On continue avec le projet de réaménagement de la gare de Brétigny, dont on espère qu'il va enfin se sortir des errements qui ont différé sa réalisation d'une bonne décennie. La première phase prévoit la réalisation d'un saut de mouton entre la voie 1bis et le flanc ouest de la gare pour créer un terminus dédié pour les missions du val d'Orge, à raison de 12 trains / heure / sens, du fait du détournement de la mission circulaire Versailles RG - Versailles Chantiers vers Brétigny, avec la création du tram-train Massy-Evry.
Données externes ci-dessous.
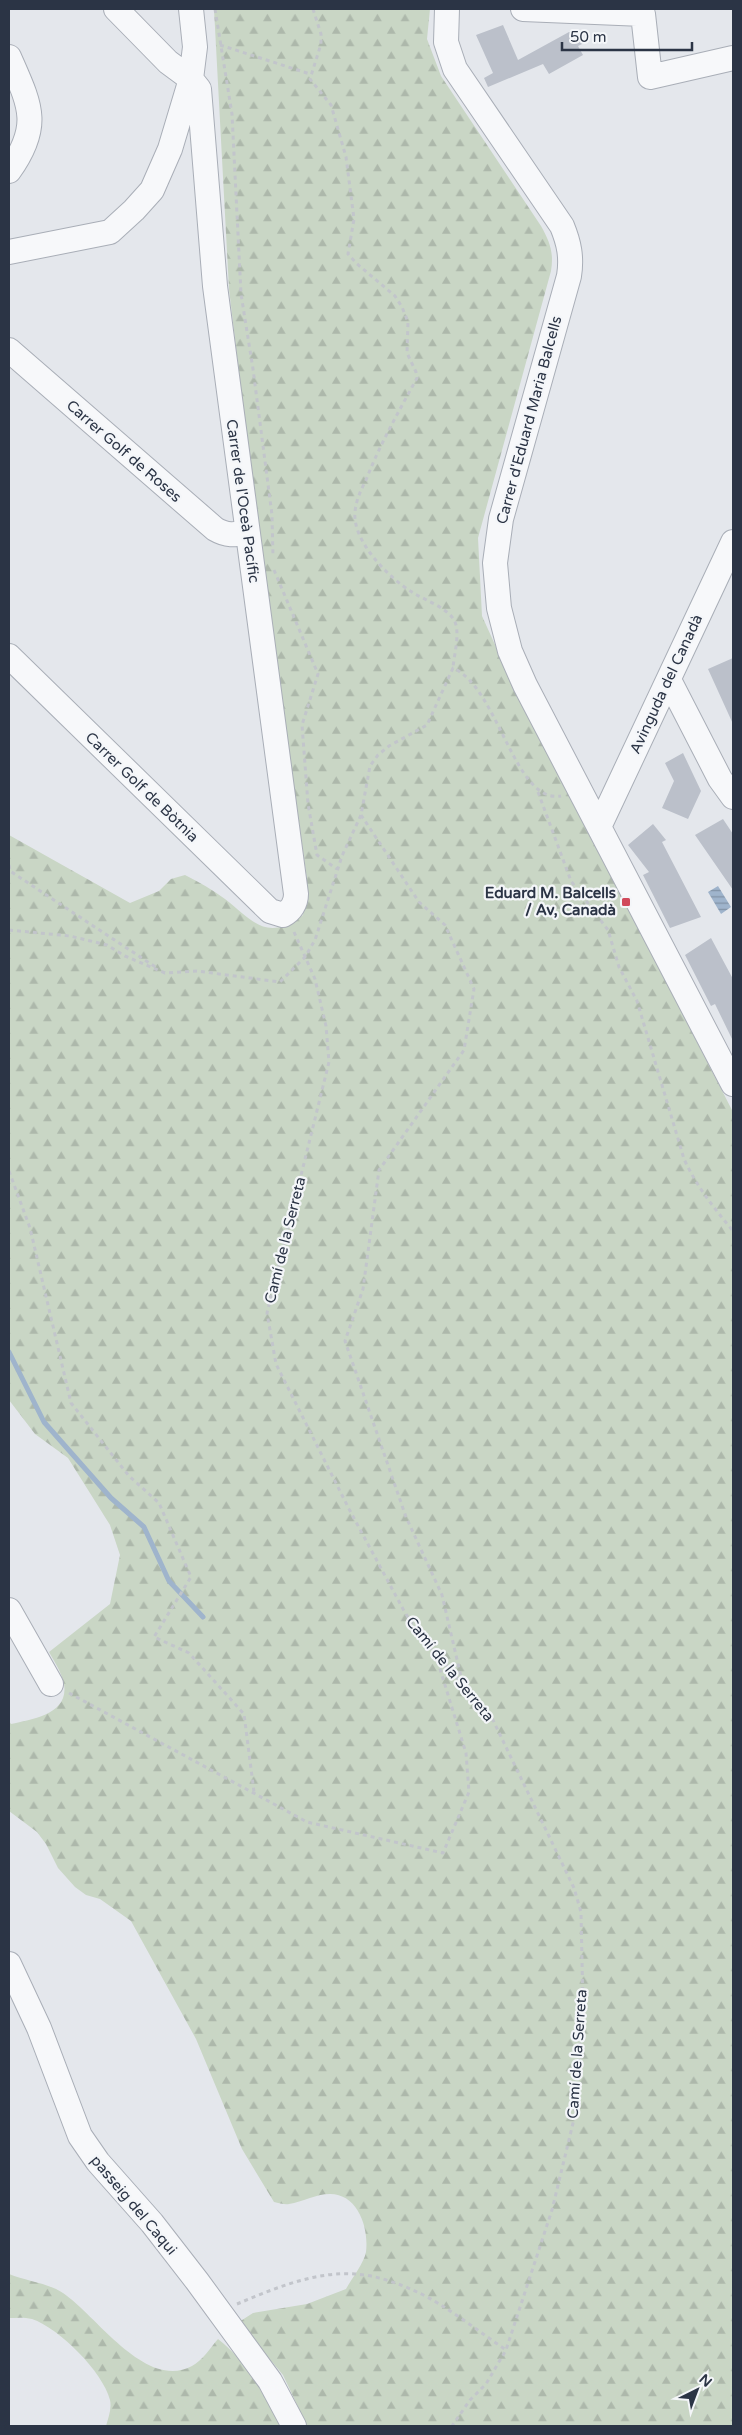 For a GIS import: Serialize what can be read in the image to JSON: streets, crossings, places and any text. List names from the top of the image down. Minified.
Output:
{"streets":{"street":["Carrer d'Eduard Maria Balcells","Carrer Golf de Roses","Carrer de l'Oceà Pacífic","Avinguda del Canadà","Carrer Golf de Bòtnia","passeig del Caqui"],"path":["Camí de la Serreta"]},"crossings":[["Carrer d'Eduard Maria Balcells","Avinguda del Canadà"],["Carrer Golf de Roses","Carrer de l'Oceà Pacífic"],["Carrer de l'Oceà Pacífic","Carrer Golf de Bòtnia"],["Carrer de l'Oceà Pacífic","Camí de la Serreta"],["Carrer Golf de Bòtnia","Camí de la Serreta"]],"places":{"transit":["Eduard M. Balcells / Av, Canadà"]},"scale_bar":"50 m","north":"top right"}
Cette première phase impliquera la création d'un quai supplémentaire pour le RER C et de nouvelles positions de garage en arrière-gare. La seconde phase est plus liée à la régénération des postes de signalisation, occasion de les fusionner et de revoir le plan de voies côté sud avec de nouvelles communications de service provisoire en cas d'interception de l'exploitation au nord de Brétigny, autorisant la circulation de navettes Brétigny - Dourdan / Etampes.
RER E, Grand Paris
Le programme est conséquent ? Mais ce n'est pas tout. Le week-end dernier, le cadre du passage souterrain de la future gare de correspondance des Ardoines, en correspondance avec la ligne 15 du Grand Paris Express n'est que la première étape de l'importante transformation de cette gare, qui passera à 6 voies pour augmenter le nombre d'arrêts, en particulier les missions de grande couronne. Toujours dans la série des interfaces avec ce nouveau métro, il est encore un peu tôt pour plancher sur les impacts de la ligne 15 Ouest du côté de Gennevilliers et de la ligne 18 dans le secteur de Versailles.
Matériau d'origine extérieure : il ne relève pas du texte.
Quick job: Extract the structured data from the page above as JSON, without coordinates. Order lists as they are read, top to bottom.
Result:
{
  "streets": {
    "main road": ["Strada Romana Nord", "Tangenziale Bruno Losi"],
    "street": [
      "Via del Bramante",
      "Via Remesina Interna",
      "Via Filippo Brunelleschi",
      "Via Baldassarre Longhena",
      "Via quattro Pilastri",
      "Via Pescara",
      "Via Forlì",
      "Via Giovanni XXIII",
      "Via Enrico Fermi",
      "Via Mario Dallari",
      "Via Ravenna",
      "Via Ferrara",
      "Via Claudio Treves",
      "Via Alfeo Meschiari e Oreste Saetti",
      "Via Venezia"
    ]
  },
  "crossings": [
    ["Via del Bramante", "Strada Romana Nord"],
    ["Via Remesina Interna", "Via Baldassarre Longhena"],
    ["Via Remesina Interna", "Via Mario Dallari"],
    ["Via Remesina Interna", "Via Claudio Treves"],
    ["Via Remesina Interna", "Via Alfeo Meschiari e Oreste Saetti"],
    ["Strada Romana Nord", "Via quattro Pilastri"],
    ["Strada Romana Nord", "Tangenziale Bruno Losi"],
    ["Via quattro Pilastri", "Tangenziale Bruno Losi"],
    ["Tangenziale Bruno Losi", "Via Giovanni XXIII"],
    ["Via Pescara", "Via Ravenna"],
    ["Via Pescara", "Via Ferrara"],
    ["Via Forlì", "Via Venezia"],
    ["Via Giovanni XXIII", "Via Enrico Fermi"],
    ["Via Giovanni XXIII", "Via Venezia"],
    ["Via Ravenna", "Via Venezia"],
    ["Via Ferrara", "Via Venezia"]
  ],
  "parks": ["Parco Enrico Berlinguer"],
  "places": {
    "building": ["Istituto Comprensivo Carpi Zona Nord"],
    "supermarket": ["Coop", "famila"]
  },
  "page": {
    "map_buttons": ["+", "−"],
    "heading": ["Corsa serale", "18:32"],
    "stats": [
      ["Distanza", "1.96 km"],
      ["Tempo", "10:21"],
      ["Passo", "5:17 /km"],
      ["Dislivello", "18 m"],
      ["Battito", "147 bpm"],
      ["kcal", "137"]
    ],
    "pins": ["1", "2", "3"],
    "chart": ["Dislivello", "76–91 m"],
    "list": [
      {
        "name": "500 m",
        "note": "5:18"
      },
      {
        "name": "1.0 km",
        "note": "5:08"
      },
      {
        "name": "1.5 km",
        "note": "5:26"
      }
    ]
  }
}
En revanche, dans le même registre de l'impact des grands travaux, le RER C est impacté par les travaux de prolongement du RER E, dans le secteur de la Porte Maillot et de la ligne 14 : si on commence à entrevoir le bout du tunnel sur l'extension nord, c'est désormais au sud que vont se concentrer les impacts, avec le prolongement Olympiades - Aéroport d'Orly, croisant le RER C à la gare du Pont de Rungis.
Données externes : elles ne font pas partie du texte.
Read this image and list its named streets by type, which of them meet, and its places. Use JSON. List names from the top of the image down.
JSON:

Trams-trains et Massy - Valenton ou les conséquences d'un dérapage politique
La barque commence à être bien chargée, mais ce n'est pas fini : ajoutons pour faire bon poids les travaux des trams-trains T12 et T13 et en particulier T12 qui reprendra à terme la section sur la Grande Ceinture entre Versailles Chantiers et Epinay sur Orge. Or T12 sera réalisée en deux temps avec une première phase Massy - Evry et une exploitation alambiquée de la section Versailles - Massy, qui aurait dû être récupérée par les missions Massy via Pont de Rungis, cadencées au quart d'heure grâce à la réalisation des aménagements sur Massy - Valenton (afin de faciliter l'insertion des TGV Intersecteurs). Patatras, l'opération approche les 20 ans de retard (grâce au maire d'Antony) et met à terre ce schéma, imposant la mise en oeuvre d'une solution provisoire à l'exploitabilité hasardeuse : une navette ferroviaire Versailles - Massy et des trams-trains Massy - Evry. Accessoirement, comment passe le Fret (eh oui, il y en a encore...) et le TGV Le Havre - Marseille ? La facilité serait de prolonger le tram-train d'emblée à Versailles, mais le décalage des travaux de réalisation des adaptations de la section Versailles - Massy compromet ce scénario de bon sens.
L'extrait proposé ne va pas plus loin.